Exercise goal - Type out the lines below exactly, from the first through the line holding "function drawText(font, color, halo, rows, align", and include no pictures.

Extracted information -
◆ ◆ ◆ ◆

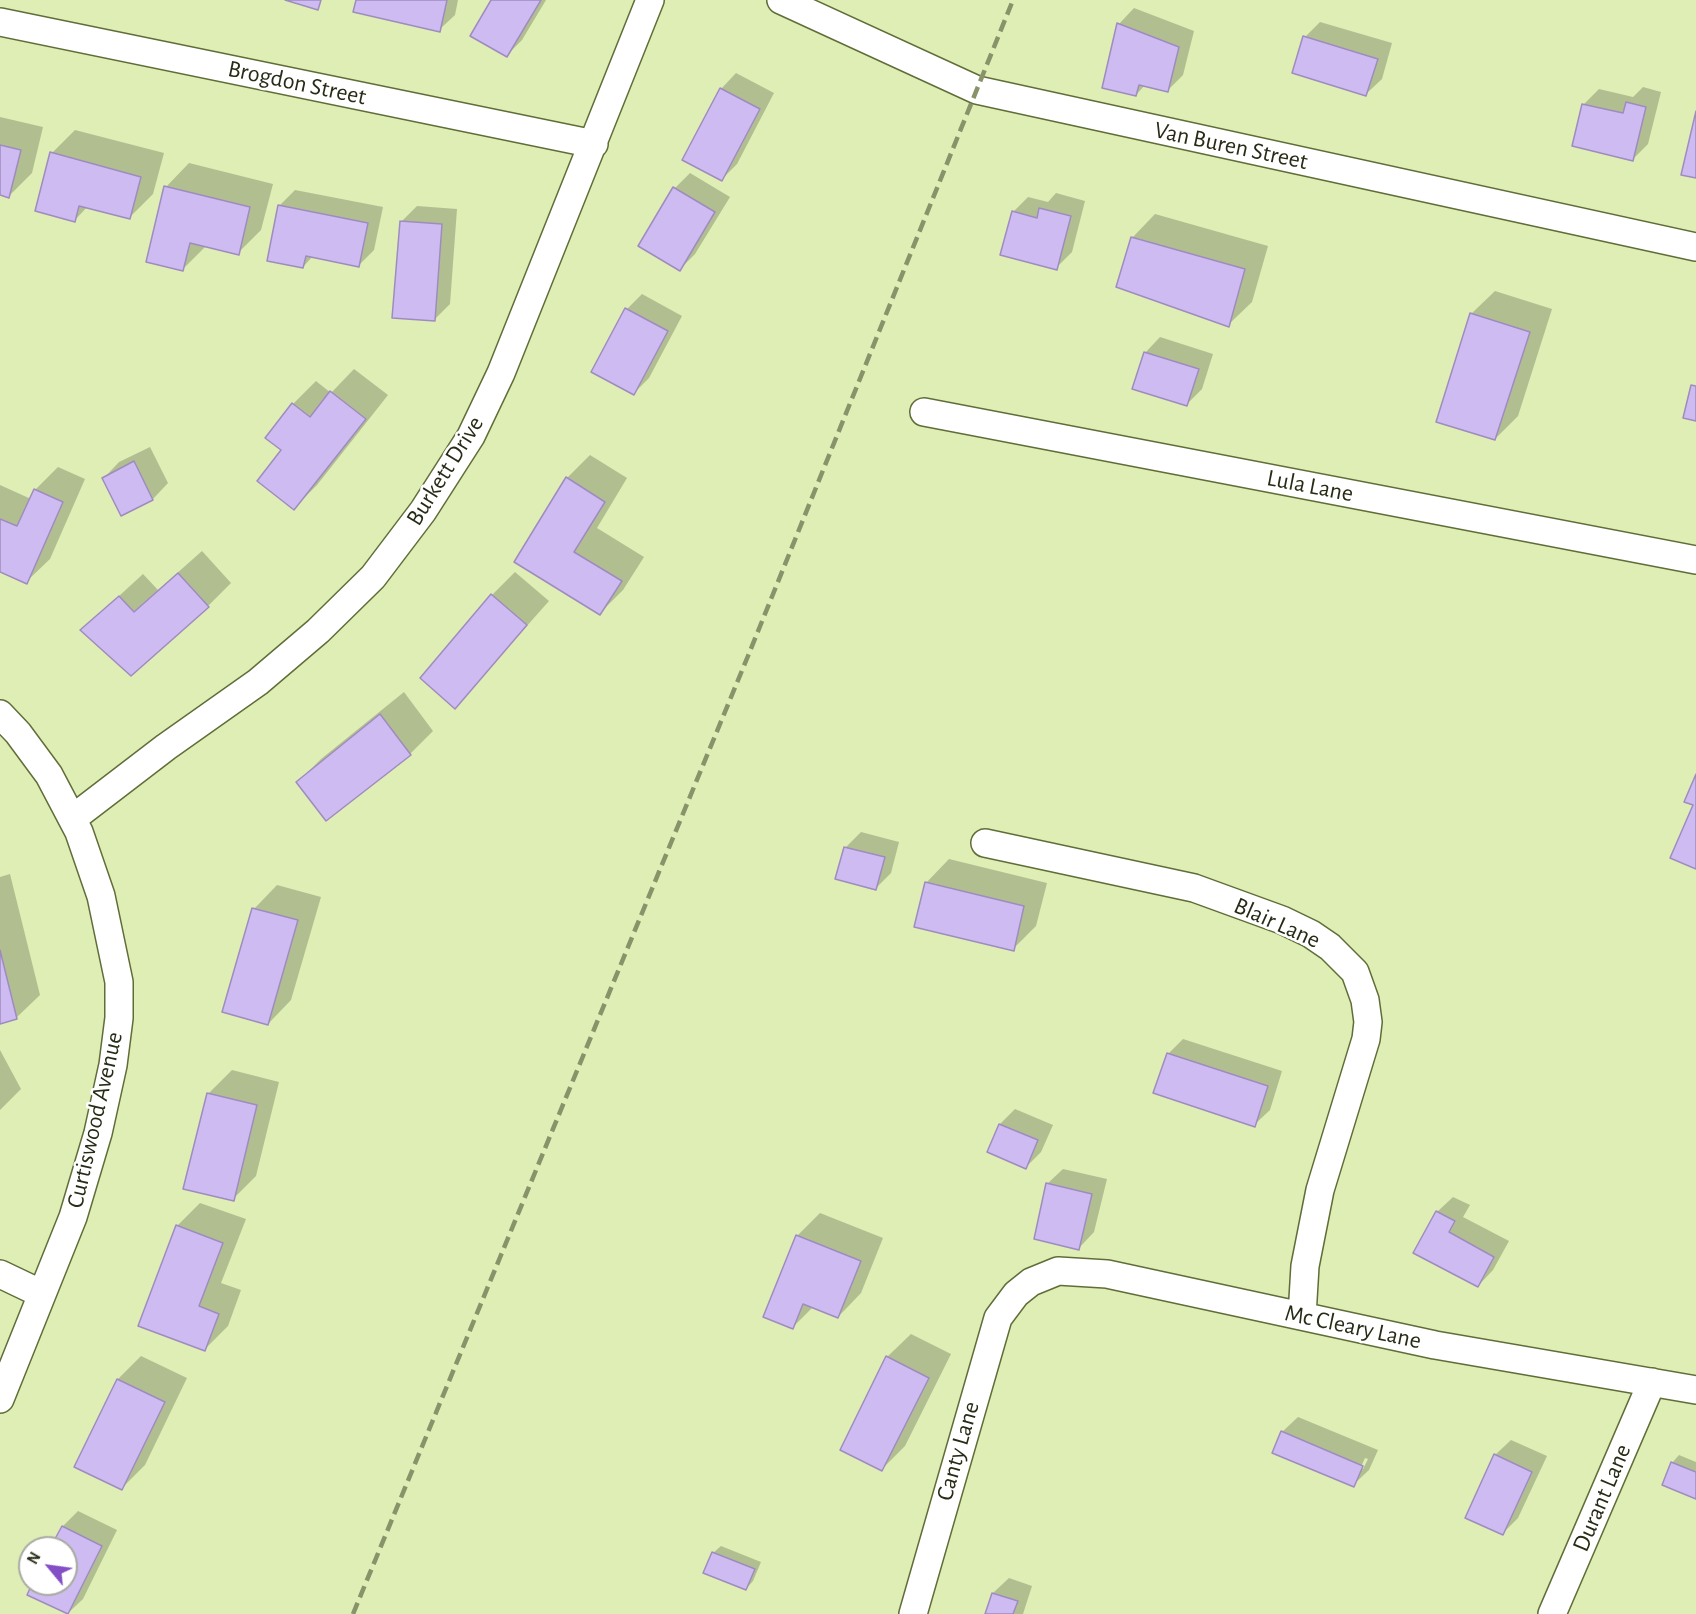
<!DOCTYPE html>
<style>
body{margin:0}
#map{position:relative;width:1696px;height:1614px;overflow:hidden;background:#deeeb5;font-family:"Alegreya Sans",sans-serif}
canvas{display:block}
.north{position:absolute;left:18px;top:1536px;width:60px;height:60px;box-sizing:border-box;background:#fff;border:2px solid #a8aba2;border-radius:50%;rotate:299deg;font-size:16px;font-weight:700;line-height:24px;text-align:center;color:#262c16}
.north::after{content:'';display:block;margin:auto;width:21px;height:27px;background:#834ec6;clip-path:polygon(50% 0,100% 100%,50% 72%,0 100%)}
</style>
<div id="map">
<canvas width="1696" height="1614"></canvas>
<div class="north">N</div>
</div>
<script>
const ctx = document.querySelector('canvas').getContext('2d');
ctx.lineJoin = 'round';
function fill(path, color) { ctx.fillStyle = color; ctx.fill(path, 'evenodd'); }
const shape = rows => new Path2D(rows.map(r => 'M' + r).join(''));
function trace(path, color, width, dash) { ctx.strokeStyle = color; ctx.lineWidth = width; ctx.lineCap = dash ? 'butt' : 'round'; ctx.setLineDash(dash || []); ctx.stroke(path); }
function drawText(font, color, halo, rows, align = 'center') {
  ctx.font = font + ' "Alegreya Sans",sans-serif'; ctx.lineWidth = 5; ctx.setLineDash([]); ctx.textBaseline = 'middle'; ctx.strokeStyle = halo; ctx.fillStyle = color; for (const [text, x, y, turn = 0] of rows) {
    ctx.save(); ctx.translate(x, y); ctx.rotate((+turn || 0) * Math.PI / 180); ctx.textAlign = isNaN(turn) ? turn : align; if (halo) ctx.strokeText(text, 0, 0); ctx.fillText(text, 0, 0); ctx.restore();
  }
}
fill(shape([
 [358,0,458,0,455,15,439,30],
 [493,0,546,0,522,40,507,55],
 [1134,8,1194,31,1183,75,1168,90,1145,85,1136,95,1103,87,1119,24],
 [1320,22,1392,43,1382,79,1366,94,1305,37],
 [736,73,774,93,737,164,722,179,721,89],
 [1643,87,1661,92,1648,144,1633,159,1584,104,1599,89,1633,97],
 [0,117,43,127,32,173,9,196,0,194],
 [75,130,164,153,153,194,129,218,88,206,75,220,52,153],
 [189,163,273,184,261,230,238,253,207,245,183,269,166,187],
 [690,173,730,197,695,254,680,269,675,188],
 [295,190,383,207,374,250,359,265,313,256,303,267,269,260,280,205],
 [1056,193,1085,201,1072,252,1056,268,1013,212,1028,197,1048,202],
 [417,206,457,209,450,304,434,320,401,222],
 [1155,214,1268,246,1252,302,1228,325,1132,238],
 [1495,291,1552,309,1518,416,1495,439,1471,314],
 [642,294,682,316,649,378,634,393,627,309],
 [1160,337,1213,354,1202,389,1187,404,1145,353],
 [354,369,388,395,317,485,294,508,293,404,316,381,331,393],
 [150,447,168,483,153,499,121,514,104,478,119,462],
 [590,455,627,478,597,528,644,557,623,590,600,613,516,561,567,478],
 [58,467,85,479,50,559,26,582,0,570,0,485,31,499,35,490],
 [202,551,231,583,208,606,82,630,143,574,158,590],
 [515,572,549,601,455,707,492,595],
 [404,692,433,731,410,754,298,782,321,759],
 [861,832,899,842,891,873,876,888,837,878,846,847],
 [949,859,1047,883,1036,926,1013,949,926,883],
 [10,874,40,995,16,1018,0,1022,0,877],
 [277,885,321,897,291,1000,268,1024,254,909],
 [1183,1039,1282,1071,1270,1110,1254,1125,1168,1054],
 [0,1050,21,1089,0,1110],
 [232,1070,279,1082,256,1176,233,1199,208,1094],
 [1015,1109,1053,1125,1041,1152,1026,1167,989,1152,1000,1124],
 [1063,1169,1107,1179,1094,1232,1079,1248,1047,1184],
 [1453,1197,1470,1205,1463,1217,1509,1241,1493,1270,1478,1286,1437,1212],
 [200,1203,246,1219,221,1283,241,1290,228,1326,205,1349,177,1226],
 [820,1213,883,1238,861,1293,838,1317,813,1307,793,1327,797,1236],
 [911,1334,951,1354,905,1446,882,1469,887,1357],
 [141,1356,187,1378,145,1465,122,1488,76,1466,118,1379],
 [1298,1417,1378,1450,1369,1470,1353,1485,1282,1432],
 [1365,1458,1368,1459,1363,1469,1360,1469],
 [1511,1440,1547,1456,1518,1518,1503,1533,1495,1455],
 [1679,1455,1696,1462,1696,1497,1672,1463],
 [78,1511,117,1530,83,1599,67,1614,29,1595,34,1584,66,1584,66,1548,52,1548,63,1526],
 [721,1546,761,1562,753,1581,746,1589,713,1553],
 [1009,1578,1032,1586,1023,1614,987,1614,993,1593]
]), '#0003');
const building = shape([
 [285,0,321,0,318,10,285,0],
 [356,0,447,0,440,32,353,12,356,0],
 [491,0,541,0,507,57,470,36,491,0],
 [1117,23,1179,47,1168,92,1139,85,1136,96,1102,88,1117,23],
 [1303,36,1378,59,1366,96,1292,73,1303,36],
 [720,88,760,109,722,181,682,160,720,88],
 [1626,102,1646,107,1633,161,1572,146,1582,104,1623,113,1626,102],
 [1696,111,1696,178,1681,175,1696,111],
 [0,145,21,150,9,198,0,195,0,145],
 [50,152,141,177,130,219,79,206,75,222,35,211,50,152],
 [164,186,250,207,239,255,190,243,183,271,146,262,164,186],
 [673,187,715,212,680,271,638,246,673,187],
 [278,205,368,223,359,267,306,256,303,268,267,261,278,205],
 [1039,208,1071,216,1057,270,1000,255,1012,211,1037,218,1039,208],
 [400,221,442,224,435,321,392,318,400,221],
 [1131,237,1245,269,1229,327,1116,287,1131,237],
 [625,308,668,331,634,395,591,372,625,308],
 [1470,313,1530,332,1495,440,1436,422,1470,313],
 [1144,352,1199,369,1187,406,1132,389,1144,352],
 [1691,385,1696,386,1696,421,1683,418,1691,385],
 [330,391,366,419,294,510,257,481,281,450,265,438,292,403,310,417,330,391],
 [134,461,153,500,121,516,102,478,134,461],
 [566,477,605,502,574,552,622,581,600,615,514,562,566,477],
 [34,489,63,502,27,584,0,572,0,519,17,526,34,489],
 [178,573,209,607,131,676,80,630,119,596,134,612,178,573],
 [491,594,527,625,455,709,420,678,491,594],
 [380,714,411,755,326,821,296,782,380,714],
 [1696,774,1696,869,1670,858,1693,805,1684,802,1696,774],
 [844,847,885,857,876,890,835,879,844,847],
 [925,882,1024,906,1014,951,914,927,925,882],
 [252,908,298,920,268,1025,222,1012,252,908],
 [0,950,17,1019,0,1024,0,950],
 [1167,1053,1268,1086,1255,1127,1153,1093,1167,1053],
 [207,1093,257,1105,234,1201,183,1189,207,1093],
 [999,1124,1038,1140,1026,1169,987,1152,999,1124],
 [1046,1183,1092,1194,1079,1250,1034,1239,1046,1183],
 [1436,1211,1455,1221,1449,1232,1494,1257,1478,1287,1413,1253,1436,1211],
 [176,1225,223,1243,199,1306,219,1314,205,1351,138,1326,176,1225],
 [796,1235,861,1261,838,1318,803,1304,793,1329,763,1317,796,1235],
 [886,1356,929,1378,882,1471,840,1450,886,1356],
 [117,1379,165,1402,122,1490,74,1467,117,1379],
 [1281,1431,1363,1466,1354,1487,1272,1453,1281,1431],
 [1494,1454,1532,1472,1503,1535,1465,1518,1494,1454],
 [1671,1462,1696,1472,1696,1499,1662,1485,1671,1462],
 [62,1526,102,1546,68,1614,27,1595,32,1584,66,1584,66,1548,50,1548,62,1526],
 [712,1552,755,1569,746,1590,703,1573,712,1552],
 [992,1593,1018,1601,1013,1614,985,1614,992,1593]
]);
fill(building, '#cebbf1');
trace(building, '#9f8cbf', 1.5);
const street = shape([
 [781,0,977,90,1696,247],
 [0,22,594,144],
 [924,412,1696,560],
 [0,714,18,733,49,775,79,832,101,896,119,982,119,1018,113,1065,98,1133,73,1217,0,1399],
 [72,819,166,747,258,682,318,631,373,577,423,511,471,436,501,373,650,0],
 [985,843,1194,888,1282,920,1311,934,1330,947,1355,972,1365,1000,1368,1022,1366,1039,1320,1190,1305,1266,1302,1316],
 [0,1274,42,1294],
 [913,1614,998,1318,1016,1294,1031,1282,1058,1271,1107,1274,1435,1345,1696,1390],
 [1552,1614,1652,1382]
]);
trace(street, '#606d39', 30);
trace(street, '#fff', 27);
trace(shape([
 [353,1614,748,656,1013,0]
]), '#88936a', 4.5, [12, 6]);
drawText('24px', '#262c16', '#fff', [
 ["Brogdon Street",297,83,12],
 ["Van Buren Street",1231,146,12],
 ["Burkett Drive",445,471,-58],
 ["Lula Lane",1310,486,11],
 ["Blair Lane",1277,923,24],
 ["Curtiswood Avenue",95,1120,-77],
 ["Mc Cleary Lane",1353,1327,12],
 ["Canty Lane",958,1451,-74],
 ["Durant Lane",1602,1498,-67]
]);
</script>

◆ ◆ ◆ ◆

Response area -
<!DOCTYPE html>
<style>
body{margin:0}
#map{position:relative;width:1696px;height:1614px;overflow:hidden;background:#deeeb5;font-family:"Alegreya Sans",sans-serif}
canvas{display:block}
.north{position:absolute;left:18px;top:1536px;width:60px;height:60px;box-sizing:border-box;background:#fff;border:2px solid #a8aba2;border-radius:50%;rotate:299deg;font-size:16px;font-weight:700;line-height:24px;text-align:center;color:#262c16}
.north::after{content:'';display:block;margin:auto;width:21px;height:27px;background:#834ec6;clip-path:polygon(50% 0,100% 100%,50% 72%,0 100%)}
</style>
<div id="map">
<canvas width="1696" height="1614"></canvas>
<div class="north">N</div>
</div>
<script>
const ctx = document.querySelector('canvas').getContext('2d');
ctx.lineJoin = 'round';
function fill(path, color) { ctx.fillStyle = color; ctx.fill(path, 'evenodd'); }
const shape = rows => new Path2D(rows.map(r => 'M' + r).join(''));
function trace(path, color, width, dash) { ctx.strokeStyle = color; ctx.lineWidth = width; ctx.lineCap = dash ? 'butt' : 'round'; ctx.setLineDash(dash || []); ctx.stroke(path); }
function drawText(font, color, halo, rows, align = 'center') {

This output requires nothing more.